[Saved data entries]
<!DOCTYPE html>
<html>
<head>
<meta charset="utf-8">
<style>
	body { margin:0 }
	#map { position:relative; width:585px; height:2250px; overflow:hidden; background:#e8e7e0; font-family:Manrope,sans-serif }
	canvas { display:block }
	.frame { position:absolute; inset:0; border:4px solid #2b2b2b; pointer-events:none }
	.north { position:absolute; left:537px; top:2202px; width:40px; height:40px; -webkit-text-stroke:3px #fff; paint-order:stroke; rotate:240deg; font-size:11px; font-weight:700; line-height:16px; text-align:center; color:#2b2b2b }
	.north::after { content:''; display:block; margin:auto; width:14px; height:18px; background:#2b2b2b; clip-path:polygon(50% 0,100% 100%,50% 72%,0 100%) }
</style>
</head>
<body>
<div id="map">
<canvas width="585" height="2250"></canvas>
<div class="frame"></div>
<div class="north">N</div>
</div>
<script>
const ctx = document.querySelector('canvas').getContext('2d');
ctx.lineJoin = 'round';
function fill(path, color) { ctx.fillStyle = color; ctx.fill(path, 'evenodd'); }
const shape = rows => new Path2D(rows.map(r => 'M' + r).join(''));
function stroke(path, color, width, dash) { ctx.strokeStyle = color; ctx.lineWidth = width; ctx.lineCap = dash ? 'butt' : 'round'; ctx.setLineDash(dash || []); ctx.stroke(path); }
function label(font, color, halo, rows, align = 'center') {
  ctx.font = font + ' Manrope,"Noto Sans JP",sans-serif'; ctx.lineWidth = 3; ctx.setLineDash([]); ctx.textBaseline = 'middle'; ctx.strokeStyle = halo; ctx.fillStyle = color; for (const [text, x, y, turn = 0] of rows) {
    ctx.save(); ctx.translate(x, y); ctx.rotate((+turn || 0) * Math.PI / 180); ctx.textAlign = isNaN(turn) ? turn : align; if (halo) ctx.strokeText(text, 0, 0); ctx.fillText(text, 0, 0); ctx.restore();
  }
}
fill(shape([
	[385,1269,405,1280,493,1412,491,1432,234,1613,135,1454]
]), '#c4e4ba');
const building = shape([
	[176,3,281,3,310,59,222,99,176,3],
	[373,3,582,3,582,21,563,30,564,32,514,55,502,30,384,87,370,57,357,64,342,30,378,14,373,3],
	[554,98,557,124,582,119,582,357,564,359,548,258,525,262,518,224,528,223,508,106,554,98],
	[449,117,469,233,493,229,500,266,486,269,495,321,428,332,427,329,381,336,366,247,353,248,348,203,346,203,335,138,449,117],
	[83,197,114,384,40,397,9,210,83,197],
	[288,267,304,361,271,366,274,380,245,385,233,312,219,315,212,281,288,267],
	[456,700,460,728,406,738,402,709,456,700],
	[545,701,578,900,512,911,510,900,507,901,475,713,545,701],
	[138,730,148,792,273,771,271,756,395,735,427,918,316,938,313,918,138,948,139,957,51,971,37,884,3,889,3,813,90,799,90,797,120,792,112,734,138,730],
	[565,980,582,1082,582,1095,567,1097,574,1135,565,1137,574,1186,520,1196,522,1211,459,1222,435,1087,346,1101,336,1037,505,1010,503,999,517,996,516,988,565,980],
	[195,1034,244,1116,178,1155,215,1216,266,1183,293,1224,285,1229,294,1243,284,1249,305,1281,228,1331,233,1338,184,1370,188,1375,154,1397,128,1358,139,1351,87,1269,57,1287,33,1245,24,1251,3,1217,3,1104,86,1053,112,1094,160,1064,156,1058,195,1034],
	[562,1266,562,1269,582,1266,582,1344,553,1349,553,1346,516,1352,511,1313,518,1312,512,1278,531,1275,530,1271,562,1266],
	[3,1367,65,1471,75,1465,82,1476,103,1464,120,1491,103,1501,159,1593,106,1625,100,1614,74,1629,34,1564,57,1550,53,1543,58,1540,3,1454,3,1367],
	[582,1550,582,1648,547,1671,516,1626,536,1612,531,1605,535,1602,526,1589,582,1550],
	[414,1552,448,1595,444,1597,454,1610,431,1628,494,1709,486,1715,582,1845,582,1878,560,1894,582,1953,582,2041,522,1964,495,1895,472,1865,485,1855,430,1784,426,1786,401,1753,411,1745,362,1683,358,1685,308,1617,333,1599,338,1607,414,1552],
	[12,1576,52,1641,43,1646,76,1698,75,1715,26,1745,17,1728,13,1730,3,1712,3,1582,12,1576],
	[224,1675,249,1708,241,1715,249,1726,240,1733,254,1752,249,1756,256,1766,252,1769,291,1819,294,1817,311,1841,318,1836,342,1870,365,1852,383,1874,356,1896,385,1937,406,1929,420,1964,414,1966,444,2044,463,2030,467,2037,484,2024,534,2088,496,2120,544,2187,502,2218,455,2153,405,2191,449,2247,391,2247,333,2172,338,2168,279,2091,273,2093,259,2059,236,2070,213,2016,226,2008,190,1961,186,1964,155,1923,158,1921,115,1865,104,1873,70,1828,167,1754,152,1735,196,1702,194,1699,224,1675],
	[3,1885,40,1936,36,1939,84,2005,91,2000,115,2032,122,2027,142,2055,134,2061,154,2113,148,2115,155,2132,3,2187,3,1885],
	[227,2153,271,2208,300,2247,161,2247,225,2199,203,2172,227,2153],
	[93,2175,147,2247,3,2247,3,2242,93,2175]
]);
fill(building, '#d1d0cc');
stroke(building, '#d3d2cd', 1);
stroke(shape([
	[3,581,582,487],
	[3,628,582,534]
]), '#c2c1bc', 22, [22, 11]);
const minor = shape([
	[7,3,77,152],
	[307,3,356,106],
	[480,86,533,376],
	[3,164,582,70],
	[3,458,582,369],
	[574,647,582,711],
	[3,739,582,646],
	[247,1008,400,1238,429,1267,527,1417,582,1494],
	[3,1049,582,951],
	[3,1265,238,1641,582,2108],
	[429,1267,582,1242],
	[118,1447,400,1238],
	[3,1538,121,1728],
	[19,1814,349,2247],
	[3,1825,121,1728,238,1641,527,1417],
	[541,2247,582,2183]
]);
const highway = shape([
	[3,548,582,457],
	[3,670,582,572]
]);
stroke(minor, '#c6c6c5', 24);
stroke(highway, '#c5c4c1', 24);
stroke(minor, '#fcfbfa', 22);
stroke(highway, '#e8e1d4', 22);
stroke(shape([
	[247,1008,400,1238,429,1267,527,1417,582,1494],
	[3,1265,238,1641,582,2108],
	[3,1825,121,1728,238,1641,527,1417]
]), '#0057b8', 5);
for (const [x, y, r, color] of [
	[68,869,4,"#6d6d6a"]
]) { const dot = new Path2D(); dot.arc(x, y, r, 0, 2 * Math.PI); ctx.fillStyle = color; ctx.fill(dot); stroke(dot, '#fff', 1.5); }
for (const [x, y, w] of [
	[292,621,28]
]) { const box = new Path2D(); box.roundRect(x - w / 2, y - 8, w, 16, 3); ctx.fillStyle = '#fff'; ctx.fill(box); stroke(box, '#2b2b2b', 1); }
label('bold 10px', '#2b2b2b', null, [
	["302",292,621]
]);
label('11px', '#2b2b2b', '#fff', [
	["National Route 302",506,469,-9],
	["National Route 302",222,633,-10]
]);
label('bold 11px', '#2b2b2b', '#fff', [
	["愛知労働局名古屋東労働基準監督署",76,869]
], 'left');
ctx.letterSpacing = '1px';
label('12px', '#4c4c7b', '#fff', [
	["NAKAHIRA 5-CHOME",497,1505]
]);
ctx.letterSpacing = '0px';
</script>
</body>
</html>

### What is expected
Each line of the data above that contains "setLineDash" counts once; report the total alone.

### Task output
2